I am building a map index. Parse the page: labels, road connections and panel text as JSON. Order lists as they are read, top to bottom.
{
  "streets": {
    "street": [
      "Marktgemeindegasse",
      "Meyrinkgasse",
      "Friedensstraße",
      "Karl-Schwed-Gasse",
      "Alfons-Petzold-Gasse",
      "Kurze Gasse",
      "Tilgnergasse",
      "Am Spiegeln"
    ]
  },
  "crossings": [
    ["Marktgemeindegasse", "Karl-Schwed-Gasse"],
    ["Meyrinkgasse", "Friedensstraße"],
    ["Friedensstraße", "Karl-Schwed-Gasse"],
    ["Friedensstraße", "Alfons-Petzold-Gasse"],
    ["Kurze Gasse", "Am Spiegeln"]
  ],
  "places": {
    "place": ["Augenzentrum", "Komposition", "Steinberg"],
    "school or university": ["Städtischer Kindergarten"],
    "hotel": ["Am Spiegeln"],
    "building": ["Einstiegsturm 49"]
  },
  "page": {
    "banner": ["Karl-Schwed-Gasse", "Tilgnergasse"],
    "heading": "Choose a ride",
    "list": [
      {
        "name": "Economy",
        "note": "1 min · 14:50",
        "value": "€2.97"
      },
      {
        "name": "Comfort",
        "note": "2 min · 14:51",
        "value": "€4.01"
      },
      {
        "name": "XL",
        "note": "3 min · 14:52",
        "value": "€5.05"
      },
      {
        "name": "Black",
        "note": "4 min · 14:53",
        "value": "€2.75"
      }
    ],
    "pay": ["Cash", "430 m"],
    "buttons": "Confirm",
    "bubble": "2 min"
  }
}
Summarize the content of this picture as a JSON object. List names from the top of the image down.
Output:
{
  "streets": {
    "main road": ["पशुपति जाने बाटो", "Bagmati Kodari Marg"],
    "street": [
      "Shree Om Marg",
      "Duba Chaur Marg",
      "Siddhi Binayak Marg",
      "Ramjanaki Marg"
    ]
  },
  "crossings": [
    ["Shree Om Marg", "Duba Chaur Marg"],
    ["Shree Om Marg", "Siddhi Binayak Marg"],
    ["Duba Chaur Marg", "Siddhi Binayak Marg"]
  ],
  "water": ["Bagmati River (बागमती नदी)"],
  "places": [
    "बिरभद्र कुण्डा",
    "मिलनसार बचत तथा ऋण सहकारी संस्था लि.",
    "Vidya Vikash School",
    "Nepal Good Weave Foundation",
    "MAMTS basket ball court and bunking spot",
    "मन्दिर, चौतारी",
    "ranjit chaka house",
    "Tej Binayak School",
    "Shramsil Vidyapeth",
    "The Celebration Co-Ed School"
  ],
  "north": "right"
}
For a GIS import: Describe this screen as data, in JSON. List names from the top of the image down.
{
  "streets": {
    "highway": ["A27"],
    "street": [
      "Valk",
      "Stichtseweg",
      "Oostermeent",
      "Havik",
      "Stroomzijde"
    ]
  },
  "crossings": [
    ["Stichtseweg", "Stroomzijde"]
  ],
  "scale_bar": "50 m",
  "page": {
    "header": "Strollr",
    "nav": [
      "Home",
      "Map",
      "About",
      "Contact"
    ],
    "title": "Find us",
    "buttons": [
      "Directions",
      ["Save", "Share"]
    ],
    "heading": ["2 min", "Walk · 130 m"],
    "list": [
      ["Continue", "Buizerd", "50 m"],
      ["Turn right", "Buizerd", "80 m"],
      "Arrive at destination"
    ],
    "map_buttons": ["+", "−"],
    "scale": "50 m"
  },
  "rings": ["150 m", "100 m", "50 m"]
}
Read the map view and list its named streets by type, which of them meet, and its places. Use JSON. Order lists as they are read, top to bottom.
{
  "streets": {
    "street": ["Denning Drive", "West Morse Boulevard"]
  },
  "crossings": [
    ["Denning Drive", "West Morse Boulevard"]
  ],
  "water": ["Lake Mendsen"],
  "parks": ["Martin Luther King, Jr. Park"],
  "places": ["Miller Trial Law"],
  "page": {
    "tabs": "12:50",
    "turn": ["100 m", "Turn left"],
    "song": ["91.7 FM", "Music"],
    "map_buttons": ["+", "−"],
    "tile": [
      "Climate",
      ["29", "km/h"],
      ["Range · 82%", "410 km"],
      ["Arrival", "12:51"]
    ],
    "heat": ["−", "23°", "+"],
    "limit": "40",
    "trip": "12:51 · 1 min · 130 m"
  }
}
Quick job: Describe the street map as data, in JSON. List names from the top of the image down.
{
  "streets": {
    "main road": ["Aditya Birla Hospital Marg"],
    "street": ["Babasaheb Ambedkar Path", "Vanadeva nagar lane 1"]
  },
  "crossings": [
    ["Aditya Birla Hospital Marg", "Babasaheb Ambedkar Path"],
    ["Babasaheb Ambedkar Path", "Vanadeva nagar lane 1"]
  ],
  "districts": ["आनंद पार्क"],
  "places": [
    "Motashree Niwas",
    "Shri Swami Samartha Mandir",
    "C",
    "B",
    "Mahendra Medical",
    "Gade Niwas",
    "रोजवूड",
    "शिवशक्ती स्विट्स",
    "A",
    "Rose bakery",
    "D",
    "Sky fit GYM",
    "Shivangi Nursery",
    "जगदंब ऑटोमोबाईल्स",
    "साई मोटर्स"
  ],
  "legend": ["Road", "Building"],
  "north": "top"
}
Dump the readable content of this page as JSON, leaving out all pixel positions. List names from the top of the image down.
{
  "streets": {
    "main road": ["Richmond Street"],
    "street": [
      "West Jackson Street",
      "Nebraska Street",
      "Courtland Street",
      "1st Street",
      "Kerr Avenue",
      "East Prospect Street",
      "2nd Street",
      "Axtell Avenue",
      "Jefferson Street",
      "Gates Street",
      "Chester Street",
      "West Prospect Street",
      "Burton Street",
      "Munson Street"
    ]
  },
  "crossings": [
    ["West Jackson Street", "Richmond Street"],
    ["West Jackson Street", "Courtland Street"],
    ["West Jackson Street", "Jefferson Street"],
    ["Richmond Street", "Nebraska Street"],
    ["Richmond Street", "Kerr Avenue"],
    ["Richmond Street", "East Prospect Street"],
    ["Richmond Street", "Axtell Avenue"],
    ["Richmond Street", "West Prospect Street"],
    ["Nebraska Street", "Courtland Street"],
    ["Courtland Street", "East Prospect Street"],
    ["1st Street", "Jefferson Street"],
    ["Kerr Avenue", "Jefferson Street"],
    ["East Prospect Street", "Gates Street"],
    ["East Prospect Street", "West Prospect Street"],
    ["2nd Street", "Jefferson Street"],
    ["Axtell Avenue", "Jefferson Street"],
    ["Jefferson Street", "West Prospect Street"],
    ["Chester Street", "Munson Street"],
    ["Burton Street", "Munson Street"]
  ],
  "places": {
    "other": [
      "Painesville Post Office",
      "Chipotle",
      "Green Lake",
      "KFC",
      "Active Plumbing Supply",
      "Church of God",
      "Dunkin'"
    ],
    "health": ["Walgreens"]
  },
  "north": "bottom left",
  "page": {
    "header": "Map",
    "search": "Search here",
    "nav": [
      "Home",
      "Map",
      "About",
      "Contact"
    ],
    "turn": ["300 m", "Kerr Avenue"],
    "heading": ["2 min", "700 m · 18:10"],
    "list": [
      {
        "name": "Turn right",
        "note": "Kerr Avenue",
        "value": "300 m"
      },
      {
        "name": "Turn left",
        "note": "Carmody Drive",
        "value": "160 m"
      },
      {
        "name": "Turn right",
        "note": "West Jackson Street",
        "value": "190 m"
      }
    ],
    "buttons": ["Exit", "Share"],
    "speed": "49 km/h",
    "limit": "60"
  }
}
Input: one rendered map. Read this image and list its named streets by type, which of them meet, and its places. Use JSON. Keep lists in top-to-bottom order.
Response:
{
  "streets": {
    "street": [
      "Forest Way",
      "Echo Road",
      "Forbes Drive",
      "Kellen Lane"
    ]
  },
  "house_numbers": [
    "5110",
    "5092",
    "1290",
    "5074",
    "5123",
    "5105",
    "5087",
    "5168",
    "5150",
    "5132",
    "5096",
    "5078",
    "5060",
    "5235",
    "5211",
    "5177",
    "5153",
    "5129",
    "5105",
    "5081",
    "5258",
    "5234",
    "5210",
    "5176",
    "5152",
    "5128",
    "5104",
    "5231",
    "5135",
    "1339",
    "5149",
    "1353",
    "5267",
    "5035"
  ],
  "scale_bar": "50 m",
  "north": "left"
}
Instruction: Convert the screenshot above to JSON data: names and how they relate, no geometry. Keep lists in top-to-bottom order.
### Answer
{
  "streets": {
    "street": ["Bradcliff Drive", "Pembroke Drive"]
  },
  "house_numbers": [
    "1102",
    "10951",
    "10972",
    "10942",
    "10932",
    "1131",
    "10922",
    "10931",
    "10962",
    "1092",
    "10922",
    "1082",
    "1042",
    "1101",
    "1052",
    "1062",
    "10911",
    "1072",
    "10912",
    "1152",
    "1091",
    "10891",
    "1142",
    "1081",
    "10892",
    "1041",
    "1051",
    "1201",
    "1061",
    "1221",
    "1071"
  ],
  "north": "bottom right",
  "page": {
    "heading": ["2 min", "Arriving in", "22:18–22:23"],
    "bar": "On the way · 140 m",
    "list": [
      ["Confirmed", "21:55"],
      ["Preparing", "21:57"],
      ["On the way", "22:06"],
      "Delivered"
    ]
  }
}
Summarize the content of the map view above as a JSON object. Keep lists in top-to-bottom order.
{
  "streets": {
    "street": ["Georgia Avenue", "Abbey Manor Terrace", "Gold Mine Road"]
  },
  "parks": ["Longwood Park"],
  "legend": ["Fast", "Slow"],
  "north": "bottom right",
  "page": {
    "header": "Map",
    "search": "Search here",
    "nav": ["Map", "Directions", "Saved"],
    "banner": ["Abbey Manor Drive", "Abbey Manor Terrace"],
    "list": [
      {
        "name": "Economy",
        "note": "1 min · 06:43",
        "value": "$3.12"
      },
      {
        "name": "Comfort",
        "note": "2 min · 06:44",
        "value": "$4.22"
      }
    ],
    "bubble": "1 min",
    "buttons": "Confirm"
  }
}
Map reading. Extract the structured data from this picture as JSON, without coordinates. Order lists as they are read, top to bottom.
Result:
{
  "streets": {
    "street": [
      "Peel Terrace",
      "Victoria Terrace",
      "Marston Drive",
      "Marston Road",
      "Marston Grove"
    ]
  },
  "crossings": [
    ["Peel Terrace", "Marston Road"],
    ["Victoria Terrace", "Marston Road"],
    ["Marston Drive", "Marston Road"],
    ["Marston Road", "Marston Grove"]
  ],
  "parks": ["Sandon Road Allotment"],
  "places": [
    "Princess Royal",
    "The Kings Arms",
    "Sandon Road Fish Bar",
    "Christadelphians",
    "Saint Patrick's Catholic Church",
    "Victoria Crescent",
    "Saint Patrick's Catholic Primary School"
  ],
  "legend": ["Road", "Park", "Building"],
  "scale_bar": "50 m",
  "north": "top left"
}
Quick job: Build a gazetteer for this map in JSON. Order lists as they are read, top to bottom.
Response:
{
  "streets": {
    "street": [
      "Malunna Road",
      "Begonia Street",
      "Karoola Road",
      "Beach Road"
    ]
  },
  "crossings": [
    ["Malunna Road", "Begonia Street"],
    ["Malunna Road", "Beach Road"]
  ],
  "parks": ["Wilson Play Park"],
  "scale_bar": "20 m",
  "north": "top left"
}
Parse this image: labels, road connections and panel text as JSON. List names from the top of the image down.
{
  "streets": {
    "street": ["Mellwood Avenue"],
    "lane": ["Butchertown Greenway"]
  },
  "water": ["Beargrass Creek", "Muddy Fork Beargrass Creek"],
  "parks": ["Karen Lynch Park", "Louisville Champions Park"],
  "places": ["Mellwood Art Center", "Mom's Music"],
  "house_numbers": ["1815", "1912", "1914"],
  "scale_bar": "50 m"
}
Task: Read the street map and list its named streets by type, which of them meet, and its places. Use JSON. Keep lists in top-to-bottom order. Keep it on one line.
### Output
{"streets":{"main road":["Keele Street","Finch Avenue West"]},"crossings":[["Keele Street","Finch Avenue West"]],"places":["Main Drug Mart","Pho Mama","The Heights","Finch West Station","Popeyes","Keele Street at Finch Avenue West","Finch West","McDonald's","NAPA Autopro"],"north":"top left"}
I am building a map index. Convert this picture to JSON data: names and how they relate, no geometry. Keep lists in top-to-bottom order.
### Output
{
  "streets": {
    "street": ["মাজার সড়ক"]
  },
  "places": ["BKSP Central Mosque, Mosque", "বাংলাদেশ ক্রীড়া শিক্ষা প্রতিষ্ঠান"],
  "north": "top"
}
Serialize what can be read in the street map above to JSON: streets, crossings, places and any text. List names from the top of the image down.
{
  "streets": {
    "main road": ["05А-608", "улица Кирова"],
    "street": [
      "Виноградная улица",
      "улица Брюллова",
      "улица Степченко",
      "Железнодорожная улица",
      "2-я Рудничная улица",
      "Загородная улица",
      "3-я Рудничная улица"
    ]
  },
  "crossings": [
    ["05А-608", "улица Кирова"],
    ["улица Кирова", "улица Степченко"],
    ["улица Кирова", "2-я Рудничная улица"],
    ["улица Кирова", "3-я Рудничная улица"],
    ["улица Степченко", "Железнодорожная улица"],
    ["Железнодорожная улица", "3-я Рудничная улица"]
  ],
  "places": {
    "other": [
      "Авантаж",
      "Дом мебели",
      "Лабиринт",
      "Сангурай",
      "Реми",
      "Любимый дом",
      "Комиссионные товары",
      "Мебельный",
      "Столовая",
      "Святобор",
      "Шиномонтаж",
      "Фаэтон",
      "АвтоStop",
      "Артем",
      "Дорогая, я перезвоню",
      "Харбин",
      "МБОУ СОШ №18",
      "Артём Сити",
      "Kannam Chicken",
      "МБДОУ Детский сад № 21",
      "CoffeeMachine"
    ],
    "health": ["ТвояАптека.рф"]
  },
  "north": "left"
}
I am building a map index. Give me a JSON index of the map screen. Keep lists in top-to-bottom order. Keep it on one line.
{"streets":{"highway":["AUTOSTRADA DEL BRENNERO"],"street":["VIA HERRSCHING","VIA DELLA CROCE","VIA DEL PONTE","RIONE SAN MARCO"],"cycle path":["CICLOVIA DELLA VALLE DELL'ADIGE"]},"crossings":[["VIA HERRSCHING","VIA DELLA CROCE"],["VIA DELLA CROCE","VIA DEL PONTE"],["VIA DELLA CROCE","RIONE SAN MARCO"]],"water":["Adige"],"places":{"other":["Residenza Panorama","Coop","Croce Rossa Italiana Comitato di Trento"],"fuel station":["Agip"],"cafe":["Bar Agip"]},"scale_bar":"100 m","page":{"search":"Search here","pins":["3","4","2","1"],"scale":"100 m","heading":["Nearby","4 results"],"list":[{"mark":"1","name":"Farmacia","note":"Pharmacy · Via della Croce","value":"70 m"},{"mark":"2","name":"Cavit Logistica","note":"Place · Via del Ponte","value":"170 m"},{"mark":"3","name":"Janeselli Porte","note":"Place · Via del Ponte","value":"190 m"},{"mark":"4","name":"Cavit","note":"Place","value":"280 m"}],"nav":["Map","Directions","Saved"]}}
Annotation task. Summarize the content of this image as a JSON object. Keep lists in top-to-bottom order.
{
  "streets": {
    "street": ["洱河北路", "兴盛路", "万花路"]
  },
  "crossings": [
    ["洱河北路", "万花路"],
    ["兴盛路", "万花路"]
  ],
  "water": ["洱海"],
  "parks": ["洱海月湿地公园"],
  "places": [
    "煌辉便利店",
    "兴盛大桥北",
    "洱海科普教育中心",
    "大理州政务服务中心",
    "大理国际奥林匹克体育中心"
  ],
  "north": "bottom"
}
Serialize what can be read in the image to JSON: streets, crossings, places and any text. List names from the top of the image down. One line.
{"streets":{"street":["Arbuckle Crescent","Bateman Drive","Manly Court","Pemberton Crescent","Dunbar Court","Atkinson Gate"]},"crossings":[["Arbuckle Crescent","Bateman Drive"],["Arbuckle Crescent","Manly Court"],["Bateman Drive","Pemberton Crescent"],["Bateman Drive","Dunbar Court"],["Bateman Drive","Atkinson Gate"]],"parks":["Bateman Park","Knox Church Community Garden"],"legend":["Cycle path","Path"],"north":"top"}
_____
• **Task statement**
Work out how many lines of the listing above include "Convert"; the reply is that number alone.

• **Output of the task**
2